▶ [Excerpts from a dataset]
⟨

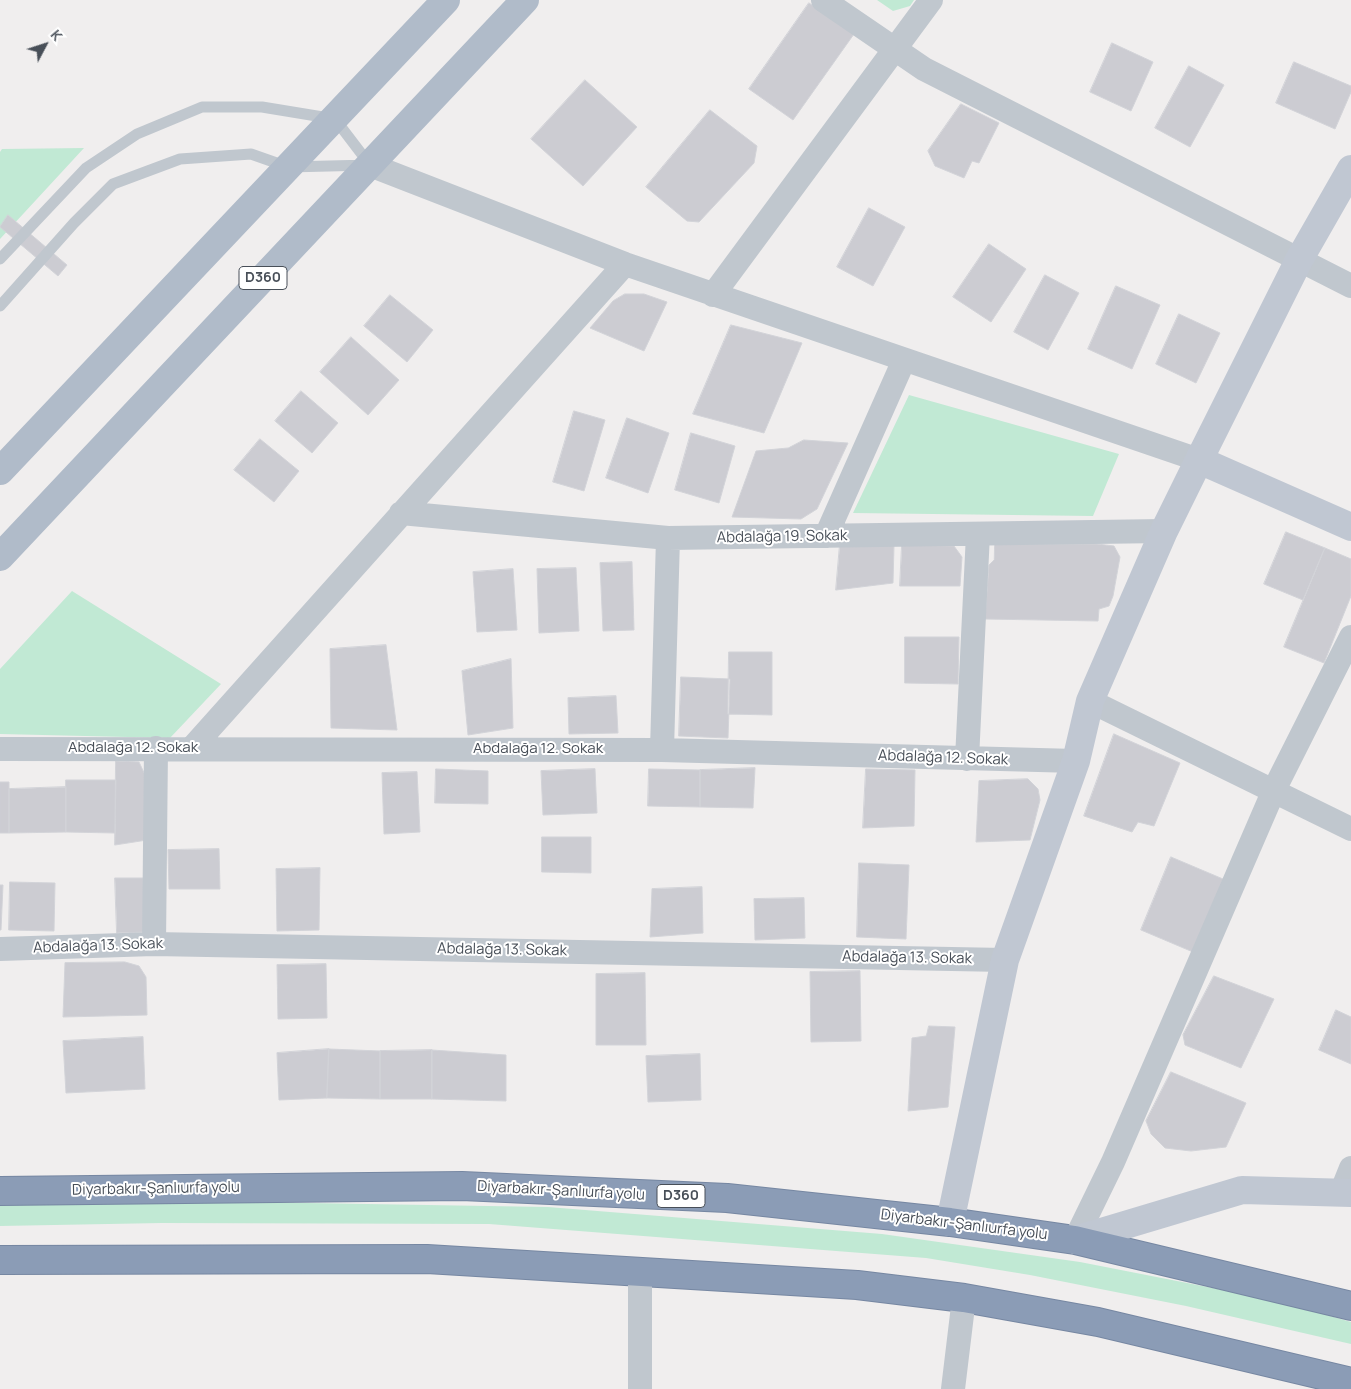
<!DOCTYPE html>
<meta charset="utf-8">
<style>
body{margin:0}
#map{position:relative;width:1351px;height:1389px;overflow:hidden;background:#f0eeee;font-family:Manrope,sans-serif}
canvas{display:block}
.north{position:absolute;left:20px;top:20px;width:50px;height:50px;-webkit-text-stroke:4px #fff;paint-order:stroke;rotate:50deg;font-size:14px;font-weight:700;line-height:20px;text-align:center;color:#484f58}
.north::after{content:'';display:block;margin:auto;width:18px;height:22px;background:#484f58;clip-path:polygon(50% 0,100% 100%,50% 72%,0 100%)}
</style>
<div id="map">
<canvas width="1351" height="1389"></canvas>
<div class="north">K</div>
</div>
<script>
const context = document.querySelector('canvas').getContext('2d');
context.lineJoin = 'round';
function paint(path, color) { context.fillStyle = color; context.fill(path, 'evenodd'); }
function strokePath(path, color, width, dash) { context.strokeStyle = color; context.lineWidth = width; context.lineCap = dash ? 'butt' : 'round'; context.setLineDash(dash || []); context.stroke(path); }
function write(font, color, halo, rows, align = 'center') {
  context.font = font + ' Manrope,sans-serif'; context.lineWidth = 4; context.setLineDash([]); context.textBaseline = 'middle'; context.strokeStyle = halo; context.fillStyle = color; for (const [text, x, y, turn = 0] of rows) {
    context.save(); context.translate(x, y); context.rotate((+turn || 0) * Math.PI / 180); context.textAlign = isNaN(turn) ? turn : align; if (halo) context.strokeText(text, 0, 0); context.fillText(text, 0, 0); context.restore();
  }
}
const green = new Path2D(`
 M877 0H914L910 6 893 11Z
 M84 148 0 239V152L2 149Z
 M909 395 1119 454 1093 516 853 513Z
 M72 591 221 684 170 738 0 734V669Z
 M247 1202 548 1207 882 1234 1080 1262 1279 1301 1351 1322V1344L1186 1306 1030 1275 926 1258 489 1224 162 1223 0 1226V1203Z`);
const building = new Path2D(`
 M809 3 854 34 793 120 749 89Z
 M1112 43 1153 62 1131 111 1090 92Z
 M1294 62 1351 86V92L1335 129 1276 103Z
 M1189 66 1224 85 1190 147 1155 128Z
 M585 80 637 127 583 186 531 139Z
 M961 104 999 123 979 163 972 161 964 178 935 166 928 151Z
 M710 110 757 146 754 163 699 222 687 221 646 187Z
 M869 208 905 227 873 286 837 267Z
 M8 215 67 265 58 276 0 227Z
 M989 244 1026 269 991 322 953 297Z
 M1045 275 1079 293 1048 350 1014 332Z
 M1116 286 1160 305 1132 369 1088 349Z
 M625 294H644L667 302 644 351 590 328 613 301Z
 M390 295 433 330 407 362 364 326Z
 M1179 314 1220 333 1196 383 1156 364Z
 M731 325 802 343 764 433 693 414Z
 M351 337 399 380 368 415 320 372Z
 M301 391 338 423 312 453 275 421Z
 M574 411 605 420 584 491 553 482Z
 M627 418 669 433 648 493 606 478Z
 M691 433 735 446 719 503 675 490Z
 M260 439 299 471 274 502 234 470Z
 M804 440 848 443 817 509 801 519 732 517 756 451 788 448Z
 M1286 532 1325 548 1303 600 1264 584Z
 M840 544 894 545 893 583 836 590Z
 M995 544H1097L1114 546 1120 557 1113 596 1109 606 1099 609 1098 621 985 619 989 565 994 560Z
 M902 545 954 546 962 557 960 586H900Z
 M1325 548 1351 559V596L1324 663 1284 647Z
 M632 562 634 630 603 631 600 563Z
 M576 568 579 631 539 633 537 569Z
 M513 569 517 630 477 632 473 572Z
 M905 637H959L958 684 905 683Z
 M386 645 397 730 331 728 330 649Z
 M729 652H772V715L728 714Z
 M511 659 513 728 468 735 462 671Z
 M681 677 730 679 728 738 679 736Z
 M616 696 618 733 569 734 568 698Z
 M1114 734 1180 763 1154 826 1138 822 1132 832 1084 816Z
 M116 761 139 762 146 777 147 840 115 845Z
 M755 768 753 808 700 807V770Z
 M436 769 488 771V804L435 803Z
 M595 769 597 813 543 815 541 771Z
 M649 769 700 770V807L648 806Z
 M866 769 915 770 914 826 863 828Z
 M417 772 420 832 384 834 382 773Z
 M1028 779 1038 789 1040 800 1030 840 976 842 979 781Z
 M66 780H116L115 833 66 832Z
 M0 782H9V833H0Z
 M66 787V832L9 833V789Z
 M542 837H591V873L542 872Z
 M219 849 220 889H169L168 850Z
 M1171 857 1223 879 1193 952 1141 930Z
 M859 863 909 865 906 939 857 937Z
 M320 868 319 930 277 931 276 869Z
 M115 878H143L145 932 117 933Z
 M10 882 55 883 54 931 9 930Z
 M0 885H3L1 930H0Z
 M702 887 703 933 650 937 652 889Z
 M804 898 805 938 755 940 754 899Z
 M125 962 139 966 146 977 147 1015 63 1017 65 963Z
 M326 964 327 1018 278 1019 277 965Z
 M860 971 861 1041 811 1042 810 972Z
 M645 973 646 1045H596V974Z
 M1214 976 1274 999 1241 1068 1185 1045 1183 1035Z
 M1336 1010 1351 1017V1064L1319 1050Z
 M929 1026 955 1027 948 1107 908 1111 912 1038 926 1036Z
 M143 1037 145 1089 66 1093 63 1041Z
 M329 1049 327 1098 279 1100 277 1053Z
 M329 1049 380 1051V1099L327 1098Z
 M432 1050V1099H380V1051Z
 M432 1050 506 1055V1101L432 1099Z
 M700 1054 701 1100 648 1102 646 1056Z
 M1171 1072 1246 1103 1226 1147 1191 1151 1165 1148 1151 1134 1146 1121Z`);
const lane = new Path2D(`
 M0 259 86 168 137 134 202 107H262L335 119 370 165 288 167 251 154 180 159 113 184 74 223 0 306`);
const street = new Path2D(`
 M823 0 924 69 1351 286
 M370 165 625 264 1199 460
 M713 295 931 0
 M401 513 668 538 1164 531
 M826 536 904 360
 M1090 701 1351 829
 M192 748 625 264
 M0 749 662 750 1076 761
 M662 750 668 538
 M967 759 978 534
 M154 944 156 748
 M0 949 154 944 1005 960
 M1341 1193 1351 1168
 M1075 1240 1113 1162 1274 790 1351 637
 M640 1389V1271
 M953 1389 964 1298`);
const secondary = new Path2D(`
 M1199 460 1351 527
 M950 1222 1005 960 1076 761 1090 701 1164 531 1199 460 1299 260 1351 169
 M1075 1240 1242 1190 1351 1193`);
const primary = new Path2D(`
 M0 471 446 0
 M0 557 525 0`);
const highway = new Path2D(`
 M0 1191 462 1186 727 1198 950 1222 1075 1240 1351 1306
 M0 1260 427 1259 857 1285 964 1298 1098 1322 1351 1382`);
const shields = [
 [263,278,48],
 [681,1196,48]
];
const shieldNames = [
 ["D360",263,278],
 ["D360",681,1196]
];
const streetNames = [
 ["Abdalağa 19. Sokak",782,537,-1],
 ["Abdalağa 12. Sokak",133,748],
 ["Abdalağa 12. Sokak",538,749],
 ["Abdalağa 12. Sokak",943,758,2],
 ["Abdalağa 13. Sokak",98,946,-2],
 ["Abdalağa 13. Sokak",502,950,1],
 ["Abdalağa 13. Sokak",907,958,1],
 ["Diyarbakır-Şanlıurfa yolu",156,1189,-1],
 ["Diyarbakır-Şanlıurfa yolu",561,1191,3],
 ["Diyarbakır-Şanlıurfa yolu",964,1225,7]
];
paint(green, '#c1e9d4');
paint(building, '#ccccd2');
strokePath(building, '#d2d3d8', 1);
strokePath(highway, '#7687a2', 30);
strokePath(lane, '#c0c7ce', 11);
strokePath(street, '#c0c7ce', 24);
strokePath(secondary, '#c0c7d2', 28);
strokePath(primary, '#b0bbc9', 28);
strokePath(highway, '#8b9cb6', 28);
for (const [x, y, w] of shields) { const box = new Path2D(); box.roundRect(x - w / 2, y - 11.5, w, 23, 4); context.fillStyle = '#fff'; context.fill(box); strokePath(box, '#484f58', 1); }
write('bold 14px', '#484f58', null, shieldNames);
write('15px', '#484f58', '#fff', streetNames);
</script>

⟩

▶ [Required work]
Return exactly the lines from the line bearing "for (const [x, y, w]" to the end of the records, inclusive of both; include no other lines.

▶ [Reply]
for (const [x, y, w] of shields) { const box = new Path2D(); box.roundRect(x - w / 2, y - 11.5, w, 23, 4); context.fillStyle = '#fff'; context.fill(box); strokePath(box, '#484f58', 1); }
write('bold 14px', '#484f58', null, shieldNames);
write('15px', '#484f58', '#fff', streetNames);
</script>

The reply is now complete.